Причесавшись ключом и узнав по голосу свою машину, Алечек наблюдал, как на барже едут мимо качели. В какие-то дальние страны. И ему пришло предписание - выдвигаться отсюда на днях. Он стоял и думал, что же все-таки чувствует дерево, под углом зрения - как человек. Он все время боялся, что на него покушаются - не пехота, но женщина. Обольстительная, как являлась ему в ранней юности. И, наверное, даже в то время, когда сам не знал и не помнил, во что был одет. Когда всюду - одна только музыка. А девочка во встречном поезде расспрашивала пассажирку, какой она станет в будущем, и теперь уже все это в прошлом. Замечал ли и ты, что повторяешь за собеседником ошибки, не те ударения, чтобы его не смущать? Девочке можно ответить: она станет светской, фальшивой, и ее прямая улыбка разобьется, как в калейдоскопе, и вяло потухнет, как страсть. Останется лишнее знание. Грекам и римлянам тоже было еще невдомек, что впереди на пути будут полночь и ясли, и что волхвы еще не знакомы со скотчем, а мать уже отпевает младенца, но не ягнят на закланье. И что мертвое - вечно живое.

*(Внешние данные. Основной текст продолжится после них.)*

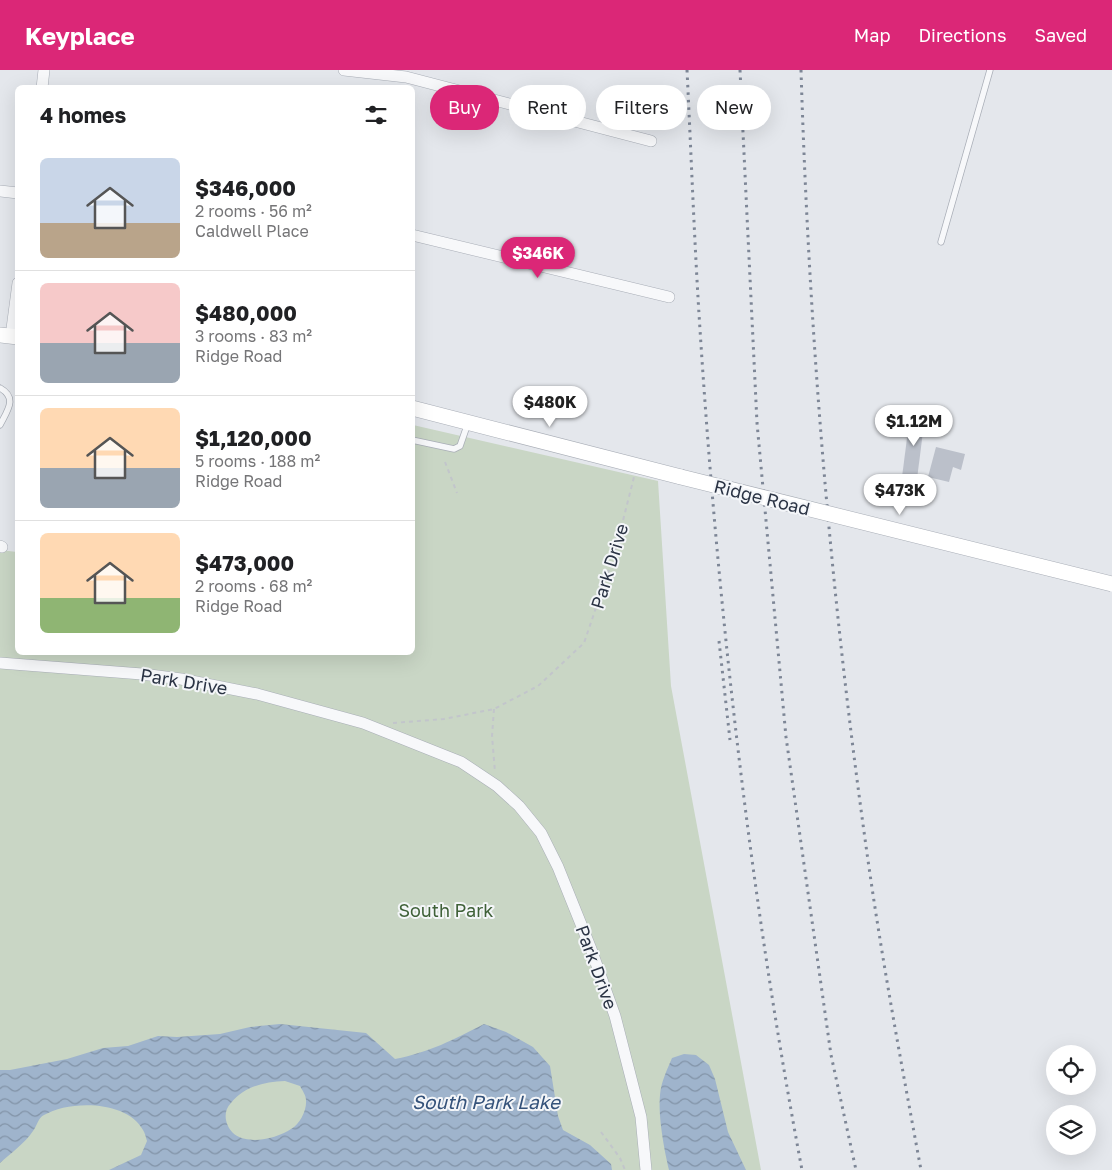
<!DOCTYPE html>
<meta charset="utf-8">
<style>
:root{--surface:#fff;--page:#f2f2f2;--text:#202124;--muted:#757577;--line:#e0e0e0;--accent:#db2777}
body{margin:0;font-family:"Golos Text",sans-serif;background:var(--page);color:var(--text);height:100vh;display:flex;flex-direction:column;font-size:19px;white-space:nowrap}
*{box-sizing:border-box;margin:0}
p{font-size:16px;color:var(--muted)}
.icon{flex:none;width:28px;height:28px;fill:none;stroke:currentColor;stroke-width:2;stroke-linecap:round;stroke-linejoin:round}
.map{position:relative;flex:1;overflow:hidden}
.sheet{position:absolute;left:15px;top:15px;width:400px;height:570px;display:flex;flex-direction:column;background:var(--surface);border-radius:8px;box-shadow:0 5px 20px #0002}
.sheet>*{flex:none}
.top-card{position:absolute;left:430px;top:15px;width:475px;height:45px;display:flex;gap:10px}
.buttons{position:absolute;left:1046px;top:975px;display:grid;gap:10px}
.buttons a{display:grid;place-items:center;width:50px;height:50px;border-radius:50%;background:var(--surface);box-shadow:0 5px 20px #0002;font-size:25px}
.price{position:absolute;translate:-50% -42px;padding:0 11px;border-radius:18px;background:#fff;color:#222;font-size:16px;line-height:32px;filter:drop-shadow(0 1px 2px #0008)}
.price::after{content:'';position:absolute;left:50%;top:30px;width:15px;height:11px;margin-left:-8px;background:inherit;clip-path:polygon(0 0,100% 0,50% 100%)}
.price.current{background:var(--accent);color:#fff}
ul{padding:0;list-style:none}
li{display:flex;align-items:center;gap:15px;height:125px;padding:0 25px}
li+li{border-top:1px solid var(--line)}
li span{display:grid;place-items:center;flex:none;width:140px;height:100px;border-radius:8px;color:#555}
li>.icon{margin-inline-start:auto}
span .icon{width:60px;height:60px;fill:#fffc;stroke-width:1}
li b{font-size:21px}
h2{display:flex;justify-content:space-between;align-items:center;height:60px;padding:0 25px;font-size:21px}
.pill{padding:0 18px;border-radius:22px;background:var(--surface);box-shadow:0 5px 20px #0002;font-size:18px;line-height:45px}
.pill.current{background:var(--accent);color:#fff}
header{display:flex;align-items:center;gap:30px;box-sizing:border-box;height:70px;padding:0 25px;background:var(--accent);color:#fff}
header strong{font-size:24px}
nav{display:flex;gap:28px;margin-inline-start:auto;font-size:18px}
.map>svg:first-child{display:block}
.green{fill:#c9d6c5}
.water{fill:url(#water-waves);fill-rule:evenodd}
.building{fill:#bbc0ca}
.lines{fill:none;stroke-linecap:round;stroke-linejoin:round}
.service-casing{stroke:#a9aeb7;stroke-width:7}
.minor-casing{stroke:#a9aeb7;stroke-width:12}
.secondary-casing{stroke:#a9aeb7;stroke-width:16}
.path{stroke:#c2c5cb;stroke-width:2;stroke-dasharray:4 4;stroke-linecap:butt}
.service{stroke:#f7f8fa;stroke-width:5.5}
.minor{stroke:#f7f8fa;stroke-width:11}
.secondary{stroke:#fff;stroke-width:15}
.rail{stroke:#7d8696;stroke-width:3;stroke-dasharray:2.5 5;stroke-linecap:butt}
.secondary-bridge-casing{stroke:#a9aeb7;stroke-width:16;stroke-linecap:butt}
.secondary-bridge{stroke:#fff;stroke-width:15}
.labels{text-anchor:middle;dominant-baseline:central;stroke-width:4;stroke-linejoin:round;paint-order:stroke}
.street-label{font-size:18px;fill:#2b3445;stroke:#f4f6f9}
.park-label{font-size:18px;fill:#3f6138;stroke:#f4f6f9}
.water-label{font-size:19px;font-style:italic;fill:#34527a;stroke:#f4f6f9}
</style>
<header>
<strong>Keyplace</strong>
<nav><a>Map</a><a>Directions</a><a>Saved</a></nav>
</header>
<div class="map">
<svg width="1112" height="1100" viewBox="0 0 1112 1100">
<defs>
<pattern id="water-waves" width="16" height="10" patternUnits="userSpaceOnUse" patternTransform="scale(1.25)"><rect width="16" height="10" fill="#9fb4cc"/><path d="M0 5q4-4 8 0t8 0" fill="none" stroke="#8293a7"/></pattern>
</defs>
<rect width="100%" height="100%" fill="#e4e7ec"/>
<!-- green -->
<path class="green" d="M413,355L658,411L671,616L761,1100H0V480L17,482L18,582H412Z"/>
<!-- water -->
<g class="water">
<path d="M280,954L366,963L395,989C430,982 453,970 484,954L506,962L533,977L550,996L558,1046L563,1060L590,1075L611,1094L612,1100H109L141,1085L147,1071C146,1068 145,1063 143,1060C127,1030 69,1030 44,1045C38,1048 37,1056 33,1061C25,1073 11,1083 0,1093V1000H10L67,989L103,978L128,976L158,966L177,967L220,964L250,957ZM285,1011L300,1016C302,1020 306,1025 306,1030C307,1040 300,1054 291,1059C273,1071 232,1079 226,1050C225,1044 226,1038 231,1033C245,1016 264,1012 285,1011Z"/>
<path d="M684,984L696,985L709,995L715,1009L728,1062L746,1100H669C664,1079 658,1046 660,1025C661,1012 667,1000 672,988Z"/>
</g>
<!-- building -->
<g class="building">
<path d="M910,345L925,346L917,409L902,407Z"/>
<path d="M936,377L965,384L961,400L953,397L949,412L928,407Z"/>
</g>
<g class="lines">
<defs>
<g id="service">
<path d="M941,172L990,0"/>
<path d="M0,318C18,328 7,341 0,355"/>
<path d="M412,370L454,379L460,376L468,353"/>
</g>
<g id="minor">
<path d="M344,0L406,7L651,71"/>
<path d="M42,18L44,0"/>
<path d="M0,121L18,123"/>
<path d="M412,165L669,227"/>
<path d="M11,266L18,213"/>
<path d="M0,476L2,477"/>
<path d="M0,593L142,604L181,609L257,624L363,653L461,692L497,716L519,736L541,763L558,797L591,879L615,946L641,1047L646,1100"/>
</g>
<g id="secondary">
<path d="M0,265L18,267"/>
<path d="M412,338L681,407"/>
</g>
</defs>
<!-- service casing -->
<use href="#service" class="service-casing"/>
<!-- minor casing -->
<use href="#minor" class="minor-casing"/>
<!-- secondary casing -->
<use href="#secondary" class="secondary-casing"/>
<!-- path -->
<g class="path">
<path d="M445,392L457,423"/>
<path d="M494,639L492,666L495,702"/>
<path d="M393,653L444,649L494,639L538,616L584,573L615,482L634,407"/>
<path d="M601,1062L620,1088L625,1100"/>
</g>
<!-- service -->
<use href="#service" class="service"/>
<!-- minor -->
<use href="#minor" class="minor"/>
<!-- secondary -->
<use href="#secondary" class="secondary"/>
<!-- rail -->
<g class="rail">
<path d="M687,0C691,81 694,163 699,244C717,530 749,819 802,1100"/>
<path d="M740,0L757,353L786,667L831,985L856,1100"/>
<path d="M801,0C809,260 830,519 866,776C881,885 901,992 921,1100"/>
<path d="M719,571L730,670"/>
</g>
<defs>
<path id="secondary-bridge" d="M681,407L1112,514"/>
</defs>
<!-- secondary-bridge casing -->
<use href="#secondary-bridge" class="secondary-bridge-casing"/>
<!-- secondary-bridge -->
<use href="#secondary-bridge" class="secondary-bridge"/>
</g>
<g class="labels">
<!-- street labels -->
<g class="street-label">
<text transform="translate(762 427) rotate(14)">Ridge Road</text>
<text transform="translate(609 496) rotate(-73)">Park Drive</text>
<text transform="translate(184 611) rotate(9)">Park Drive</text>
<text transform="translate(597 897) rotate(70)">Park Drive</text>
</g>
<!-- park labels -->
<g class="park-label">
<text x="446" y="840">South Park</text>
</g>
<!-- water labels -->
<g class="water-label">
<text x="486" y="1031">South Park Lake</text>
</g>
</g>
</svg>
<div class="buttons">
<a><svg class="icon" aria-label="locate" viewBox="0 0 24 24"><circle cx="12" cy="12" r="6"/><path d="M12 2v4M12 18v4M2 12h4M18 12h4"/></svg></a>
<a><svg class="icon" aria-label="layers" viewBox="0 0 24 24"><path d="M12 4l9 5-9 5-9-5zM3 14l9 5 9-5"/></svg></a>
</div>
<b class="price current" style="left:538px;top:209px">$346K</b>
<b class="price" style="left:550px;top:358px">$480K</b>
<b class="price" style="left:914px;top:377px">$1.12M</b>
<b class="price" style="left:900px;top:446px">$473K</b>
<div class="top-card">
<a class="pill current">Buy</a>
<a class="pill">Rent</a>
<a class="pill">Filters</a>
<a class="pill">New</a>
</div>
<section class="sheet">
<h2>4 homes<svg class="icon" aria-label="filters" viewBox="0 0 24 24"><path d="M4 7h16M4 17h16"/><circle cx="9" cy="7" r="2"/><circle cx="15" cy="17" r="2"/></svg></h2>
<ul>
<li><span style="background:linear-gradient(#c9d6e8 65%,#b9a48a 0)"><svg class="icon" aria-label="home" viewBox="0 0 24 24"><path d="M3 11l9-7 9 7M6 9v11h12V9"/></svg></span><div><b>$346,000</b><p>2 rooms · 56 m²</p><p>Caldwell Place</p></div></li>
<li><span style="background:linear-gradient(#f6c9c9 60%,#9aa5b1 0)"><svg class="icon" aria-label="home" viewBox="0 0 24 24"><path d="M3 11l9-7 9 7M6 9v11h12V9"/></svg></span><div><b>$480,000</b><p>3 rooms · 83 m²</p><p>Ridge Road</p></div></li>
<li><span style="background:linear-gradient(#ffd9b3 60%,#9aa5b1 0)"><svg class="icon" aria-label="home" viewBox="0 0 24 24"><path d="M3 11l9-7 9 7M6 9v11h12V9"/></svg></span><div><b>$1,120,000</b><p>5 rooms · 188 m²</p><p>Ridge Road</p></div></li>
<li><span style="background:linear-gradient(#ffd9b3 65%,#8fb573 0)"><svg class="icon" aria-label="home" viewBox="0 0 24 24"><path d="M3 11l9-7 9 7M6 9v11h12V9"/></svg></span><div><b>$473,000</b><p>2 rooms · 68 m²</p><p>Ridge Road</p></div></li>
</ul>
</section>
</div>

Итак, опасался он женщины. Ни на что не претендующей, тихой, с опущенными ресницами. Манившей его из-под век. Эти двое, заведомо отказавшись от материального, слышали общую музыку. Она нарастала, начинавшись бесшумно, как падает первый снег, пока еще звездочки с неба летят легко по отдельности. Этот снег не имеет тембра, он существует вне времени. А затем начинает скучать, переворачивается вверх тормашками, заигрывает друг с другом, бросаясь на стекла и лица. Его, слипшегося, крошат "дворники", разрезают лопаты, он тает в глазах и смеется. Он пробует брать аккорды, и тугие снежки перепрыгивают через ступени, разлетаясь на части, как звезды. Он слегка подмерзает в слезах, не выроненных одиночеством. Он скрипит и ласкается, но его, шершавого, уже не спрячешь в кармане, он понуро свисает стылыми льдинками с шарфа - а мне-то хватает и петельки. Он стучит по спине и плюется вдогонку, если ты от себя убегаешь. Он имеет в виду, что нельзя отказывать женщине, когда она любит и просит. И нельзя отворачиваться от прямого удара, когда снежный наст слепит тебя всеми солнцами и разыгрывает свои гаммы, полные скорби и мужества. Этот снег не пробить поцелуями, как могильные плиты, но он потом затихает, устав сражаться со смертью, и становится пухом той подушки, что шепчет тебе сновидения. Будто есть жизнь, и есть мы. Вот ты встал, ты начал расхаживаться и шуметь - и теперь она знала, что его нет и не будет.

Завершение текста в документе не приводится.